Then my wife’s warlord, Bethrynivere interacted with a politician from the big city. The NPC was a total witch–no, not a magic-using witch, the other kind–and blamed the incompetent “countryside buffoons” for the failed defense of the town. But Bethrynivere was able to use History (her character’s primary hobby) to point out the unique and abnormal nature of the goblin attack in order to persuade the politician to help the party rather than hinder them.

She makes the guards bring out some of the salvaged supplies that have been gathered for the assault. I just let the players pick a total of five random cards from a Dragon Trove deck (or whatever it’s properly called… I’ll probably write a “Paizo is Eevil” post about it and offer a picture and link).

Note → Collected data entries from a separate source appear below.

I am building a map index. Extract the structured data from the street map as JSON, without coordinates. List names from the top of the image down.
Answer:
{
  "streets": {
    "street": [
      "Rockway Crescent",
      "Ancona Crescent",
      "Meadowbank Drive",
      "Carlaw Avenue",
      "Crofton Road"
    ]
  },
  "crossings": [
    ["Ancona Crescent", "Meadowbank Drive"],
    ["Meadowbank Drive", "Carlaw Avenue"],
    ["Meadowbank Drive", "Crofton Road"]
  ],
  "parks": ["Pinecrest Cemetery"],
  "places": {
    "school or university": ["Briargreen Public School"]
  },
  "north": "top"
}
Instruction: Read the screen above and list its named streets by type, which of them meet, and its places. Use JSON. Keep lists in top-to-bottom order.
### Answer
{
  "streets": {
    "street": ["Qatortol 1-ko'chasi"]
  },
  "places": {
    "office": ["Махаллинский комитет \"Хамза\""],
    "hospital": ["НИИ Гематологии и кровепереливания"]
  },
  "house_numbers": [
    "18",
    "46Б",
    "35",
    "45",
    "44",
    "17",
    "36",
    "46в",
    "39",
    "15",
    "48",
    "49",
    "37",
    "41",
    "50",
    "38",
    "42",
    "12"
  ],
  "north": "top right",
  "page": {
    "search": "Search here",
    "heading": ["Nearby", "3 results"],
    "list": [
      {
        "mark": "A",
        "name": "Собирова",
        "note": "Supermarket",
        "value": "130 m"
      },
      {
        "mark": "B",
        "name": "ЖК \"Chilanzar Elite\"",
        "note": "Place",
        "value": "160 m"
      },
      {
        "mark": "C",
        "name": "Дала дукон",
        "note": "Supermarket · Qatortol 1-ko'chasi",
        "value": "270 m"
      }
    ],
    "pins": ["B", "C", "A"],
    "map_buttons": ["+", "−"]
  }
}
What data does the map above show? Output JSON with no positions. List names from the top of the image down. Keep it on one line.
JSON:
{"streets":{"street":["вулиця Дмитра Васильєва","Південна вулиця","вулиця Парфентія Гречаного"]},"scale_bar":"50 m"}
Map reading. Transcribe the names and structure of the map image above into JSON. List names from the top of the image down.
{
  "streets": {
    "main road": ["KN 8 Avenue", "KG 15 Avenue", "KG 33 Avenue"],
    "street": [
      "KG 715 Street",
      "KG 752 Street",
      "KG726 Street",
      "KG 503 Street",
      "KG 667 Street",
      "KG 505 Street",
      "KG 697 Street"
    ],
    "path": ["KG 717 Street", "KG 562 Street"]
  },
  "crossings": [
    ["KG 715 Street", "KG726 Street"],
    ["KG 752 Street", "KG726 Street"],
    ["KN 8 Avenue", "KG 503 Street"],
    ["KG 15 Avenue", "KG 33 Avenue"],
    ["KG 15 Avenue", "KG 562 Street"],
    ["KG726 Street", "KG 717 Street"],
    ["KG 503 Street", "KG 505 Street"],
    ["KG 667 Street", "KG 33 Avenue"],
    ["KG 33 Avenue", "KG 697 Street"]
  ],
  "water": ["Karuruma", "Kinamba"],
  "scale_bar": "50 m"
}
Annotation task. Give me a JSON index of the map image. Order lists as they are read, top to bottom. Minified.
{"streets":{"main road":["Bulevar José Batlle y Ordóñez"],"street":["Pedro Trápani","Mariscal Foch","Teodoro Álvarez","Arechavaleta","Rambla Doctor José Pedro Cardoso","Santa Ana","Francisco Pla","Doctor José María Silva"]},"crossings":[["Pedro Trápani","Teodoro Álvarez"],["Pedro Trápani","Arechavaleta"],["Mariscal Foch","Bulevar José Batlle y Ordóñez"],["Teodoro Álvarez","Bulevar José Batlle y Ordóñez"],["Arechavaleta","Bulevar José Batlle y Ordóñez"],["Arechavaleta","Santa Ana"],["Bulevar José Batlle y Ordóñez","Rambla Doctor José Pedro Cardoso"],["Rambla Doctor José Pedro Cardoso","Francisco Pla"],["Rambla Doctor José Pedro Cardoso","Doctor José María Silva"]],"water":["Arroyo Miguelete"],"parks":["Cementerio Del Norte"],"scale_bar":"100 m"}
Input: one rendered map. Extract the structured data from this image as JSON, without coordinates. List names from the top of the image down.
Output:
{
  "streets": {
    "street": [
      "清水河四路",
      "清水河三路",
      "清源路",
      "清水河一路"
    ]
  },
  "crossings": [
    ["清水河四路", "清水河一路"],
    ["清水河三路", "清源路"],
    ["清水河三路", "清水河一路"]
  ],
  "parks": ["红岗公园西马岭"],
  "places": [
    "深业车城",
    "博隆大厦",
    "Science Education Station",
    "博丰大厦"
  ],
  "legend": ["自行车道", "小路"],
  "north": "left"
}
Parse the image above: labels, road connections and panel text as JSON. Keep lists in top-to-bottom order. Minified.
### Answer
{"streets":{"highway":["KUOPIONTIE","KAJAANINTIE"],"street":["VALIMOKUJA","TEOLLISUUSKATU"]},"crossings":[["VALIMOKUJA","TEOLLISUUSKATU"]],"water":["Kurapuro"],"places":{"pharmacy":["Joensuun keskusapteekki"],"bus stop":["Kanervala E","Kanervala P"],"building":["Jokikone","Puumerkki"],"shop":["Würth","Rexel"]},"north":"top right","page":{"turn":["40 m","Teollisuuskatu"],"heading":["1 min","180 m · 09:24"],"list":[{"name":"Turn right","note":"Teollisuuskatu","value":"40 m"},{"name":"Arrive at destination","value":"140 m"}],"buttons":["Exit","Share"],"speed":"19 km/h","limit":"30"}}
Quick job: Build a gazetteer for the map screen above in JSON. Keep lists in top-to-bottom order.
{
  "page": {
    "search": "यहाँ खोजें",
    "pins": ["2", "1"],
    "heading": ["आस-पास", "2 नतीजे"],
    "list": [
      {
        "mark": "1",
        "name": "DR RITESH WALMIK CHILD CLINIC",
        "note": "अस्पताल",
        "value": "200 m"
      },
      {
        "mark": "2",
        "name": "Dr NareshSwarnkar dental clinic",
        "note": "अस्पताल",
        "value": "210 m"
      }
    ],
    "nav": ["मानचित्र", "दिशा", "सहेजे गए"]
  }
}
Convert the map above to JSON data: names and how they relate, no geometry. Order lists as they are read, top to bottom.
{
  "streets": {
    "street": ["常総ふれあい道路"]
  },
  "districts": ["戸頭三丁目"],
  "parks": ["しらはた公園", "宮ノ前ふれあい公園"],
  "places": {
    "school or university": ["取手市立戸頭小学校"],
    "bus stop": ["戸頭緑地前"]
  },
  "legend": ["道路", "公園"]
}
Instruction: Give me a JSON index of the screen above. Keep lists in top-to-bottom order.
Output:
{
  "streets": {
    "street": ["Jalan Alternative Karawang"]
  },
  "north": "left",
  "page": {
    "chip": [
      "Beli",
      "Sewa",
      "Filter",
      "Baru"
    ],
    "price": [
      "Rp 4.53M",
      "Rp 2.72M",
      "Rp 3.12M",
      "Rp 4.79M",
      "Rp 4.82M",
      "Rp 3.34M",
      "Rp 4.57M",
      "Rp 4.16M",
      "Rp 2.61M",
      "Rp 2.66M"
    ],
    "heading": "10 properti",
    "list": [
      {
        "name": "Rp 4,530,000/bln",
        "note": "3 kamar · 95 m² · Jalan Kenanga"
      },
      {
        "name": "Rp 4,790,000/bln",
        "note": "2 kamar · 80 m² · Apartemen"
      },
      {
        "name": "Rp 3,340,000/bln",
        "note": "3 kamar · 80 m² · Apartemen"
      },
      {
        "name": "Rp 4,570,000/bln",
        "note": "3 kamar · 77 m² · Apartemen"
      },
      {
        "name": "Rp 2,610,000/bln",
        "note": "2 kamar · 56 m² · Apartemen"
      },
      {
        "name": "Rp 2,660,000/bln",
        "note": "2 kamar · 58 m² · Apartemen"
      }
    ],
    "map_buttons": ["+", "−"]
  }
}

The warlord ended up with a special suit of armor. The rogue got a new crossbow. The hunter picked a heavy hammer. The wizard got a mysterious magic potion. And my “special” half-orc got a chainmail shirt he intends to sell for some extra gold.

So far, all has gone pretty well.

Jonathan’s wizard, Killbot encountered another wizard, a supermodel-perfect blonde-haired fellow who boasted proudly of all his awesomeness and ridiculed the so-called heroes for letting this calamity happen while they were out camping in the woods. I really tried to push Jonathan’s buttons by being as annoying as possible, but he calmly made a Diplomacy check to defuse the situation. Then the two wizards discussed the magic energy in the area, and Jonathan’s Arcana check helped confirm what this wizard suspected. The jewel the goblins were after was a powerful artifact that was changing the flow of magic around the town.

I was pleasantly surprised thus far. The kids were taking this pretty seriously, and kind of thinking about what their characters might do instead of how they personally would like to respond.

Then it was Deborah’s turn.

Actually, I’m pretty sure.

Deborah is smart, and she has a concept of what Beastly Tiger is like and how he interacts with people.

For one, he calls everyone a hobo. Sometimes he politely asks them if they are a hobo.

Why?

Because apparently old people are hobos, as a general rule.

Turns out Beastly Tiger is also a hobo.

Oh, now we’re getting some backstory here.

So Beastly Tiger encounters a monk, a servant of the Divine Aspect of Strength. And this fellow suggests that he is willing to offer a supernatural blessing to people of proven strength so that they might better defeat the goblins who have taken over the town.

“Show me your strength,” the monk says in my best Ian McKellen Gandalf impression, “and I will bless you.”

Deborah looks at the card for the hammer her character received, and grins.

I could make you fly.

“I could make you fly,” she threatens.

At this point, we have a conversation about consequences in-game, and how the townspeople might react to an attack on their number.

We also revisit the definition of Diplomacy.

Beastly Tiger re-thinks his plan, and the suggestion is that he can show off some martial skill with throwing knives.

Deb rolls low, and I describe the monk’s eyebrow raise in a question as Tiger’s knife nicks the side of a tree.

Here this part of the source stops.